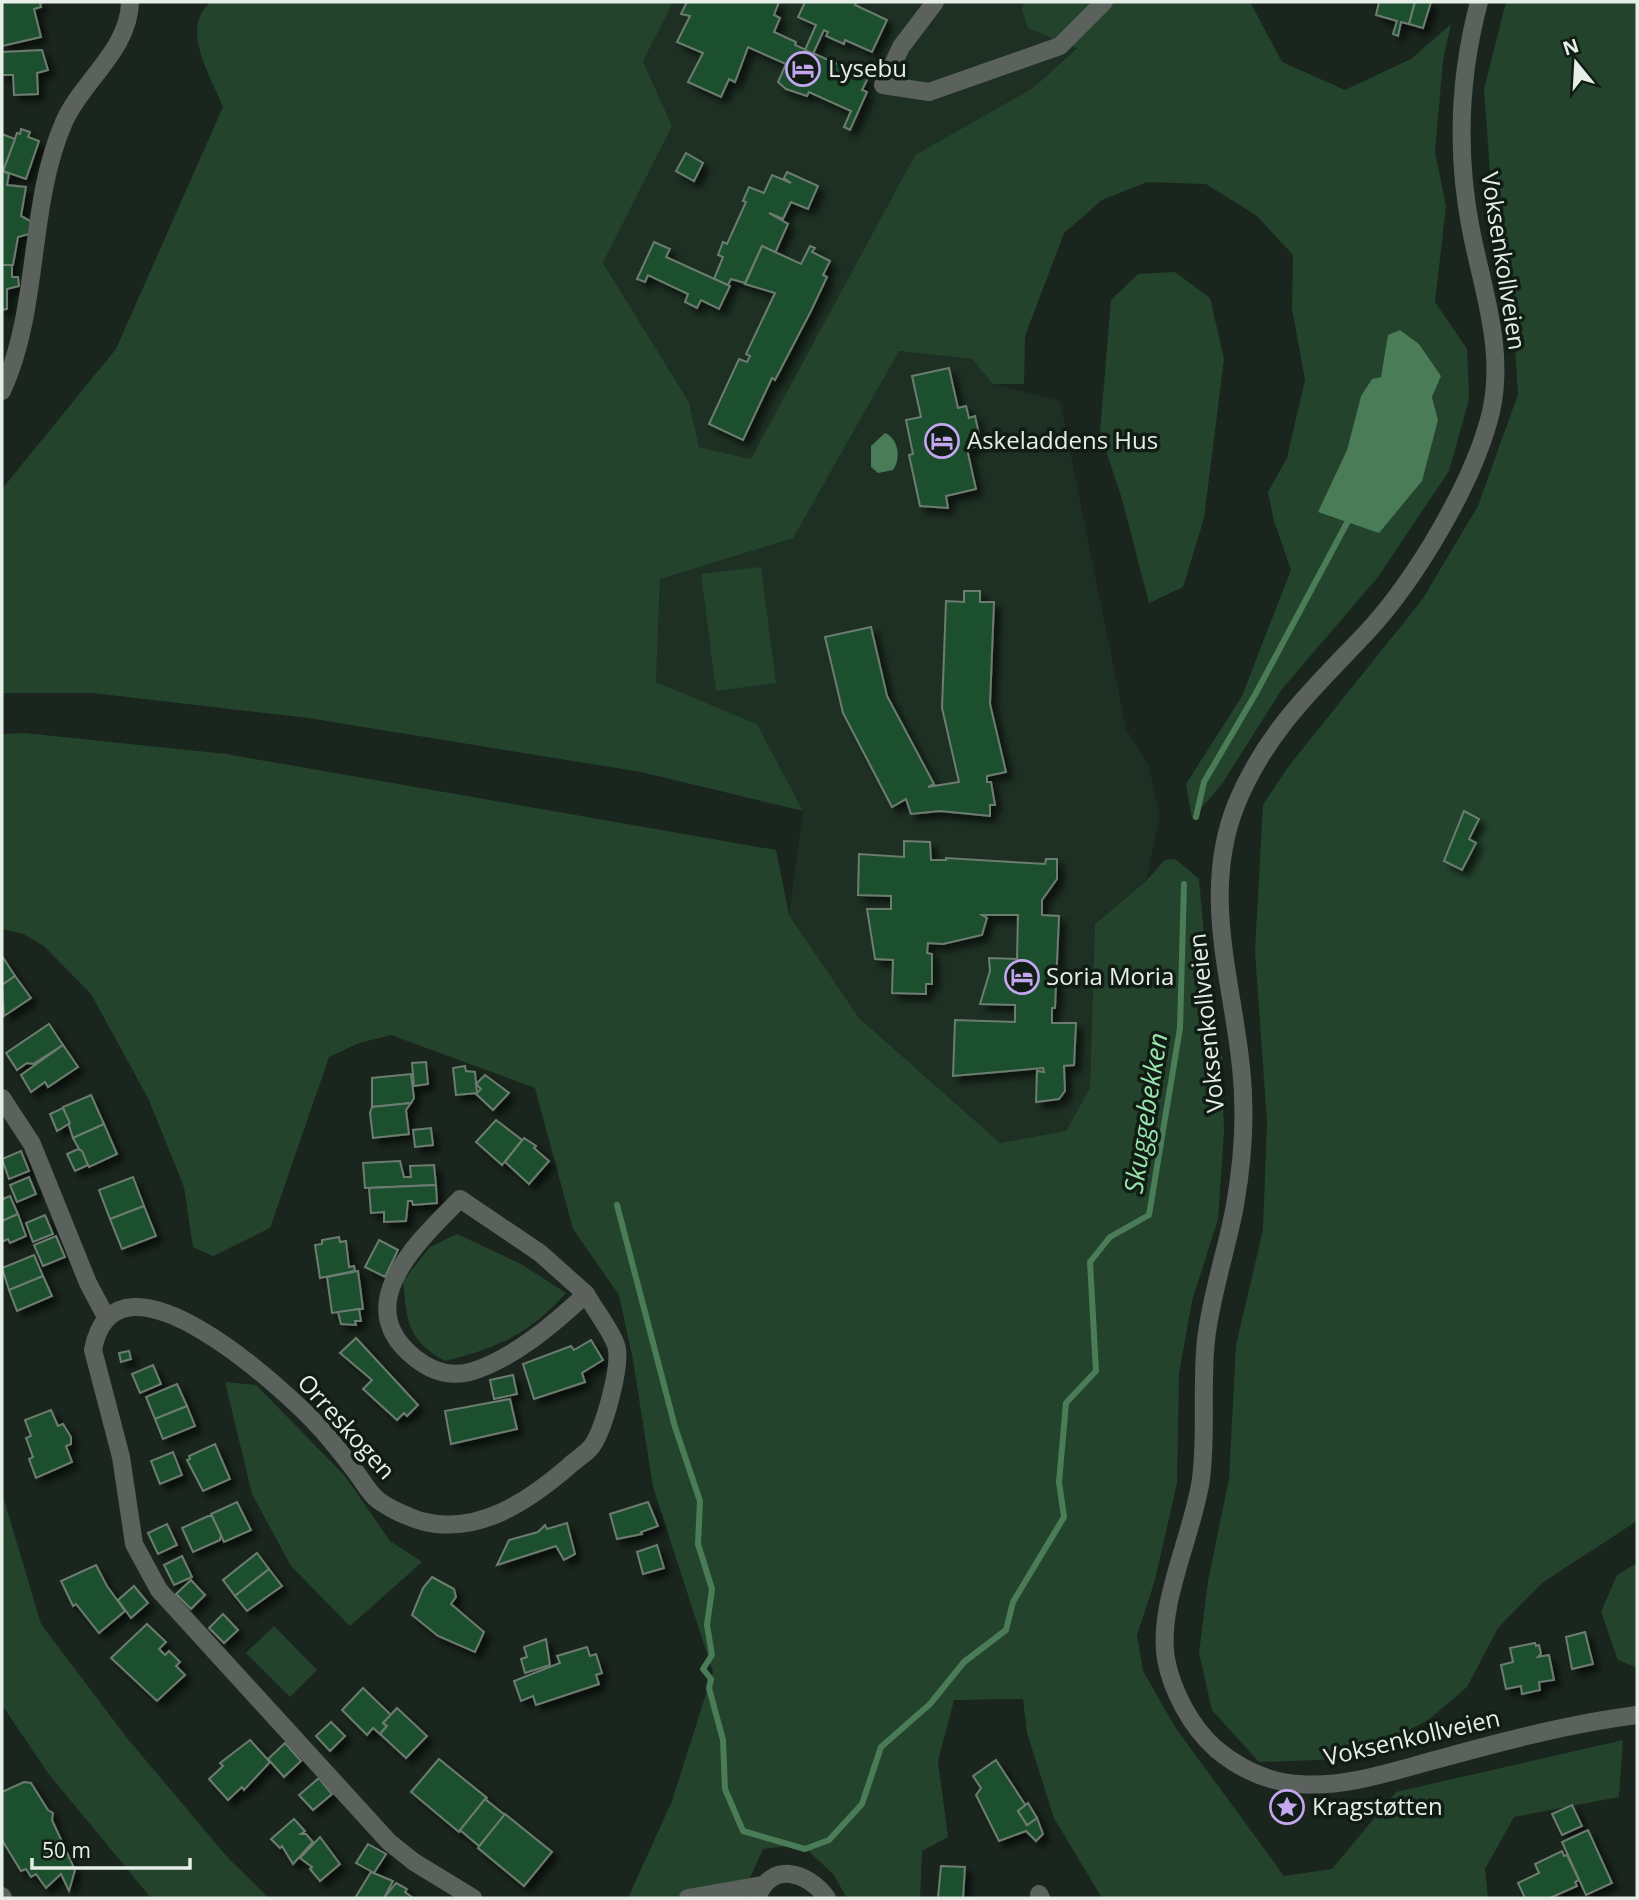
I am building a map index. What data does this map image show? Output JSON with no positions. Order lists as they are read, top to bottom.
{
  "streets": {
    "street": ["Voksenkollveien", "Orreskogen"]
  },
  "water": ["Skuggebekken"],
  "places": {
    "hotel": ["Lysebu", "Askeladdens Hus", "Soria Moria"],
    "place": ["Kragstøtten"]
  },
  "scale_bar": "50 m",
  "north": "top"
}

*Activity*: Only the text of the records above, copied exactly, should be returned; the pictures stay out.

*Expected answer*:
I am building a map index. What data does this map image show? Output JSON with no positions. Order lists as they are read, top to bottom.
{
  "streets": {
    "street": ["Voksenkollveien", "Orreskogen"]
  },
  "water": ["Skuggebekken"],
  "places": {
    "hotel": ["Lysebu", "Askeladdens Hus", "Soria Moria"],
    "place": ["Kragstøtten"]
  },
  "scale_bar": "50 m",
  "north": "top"
}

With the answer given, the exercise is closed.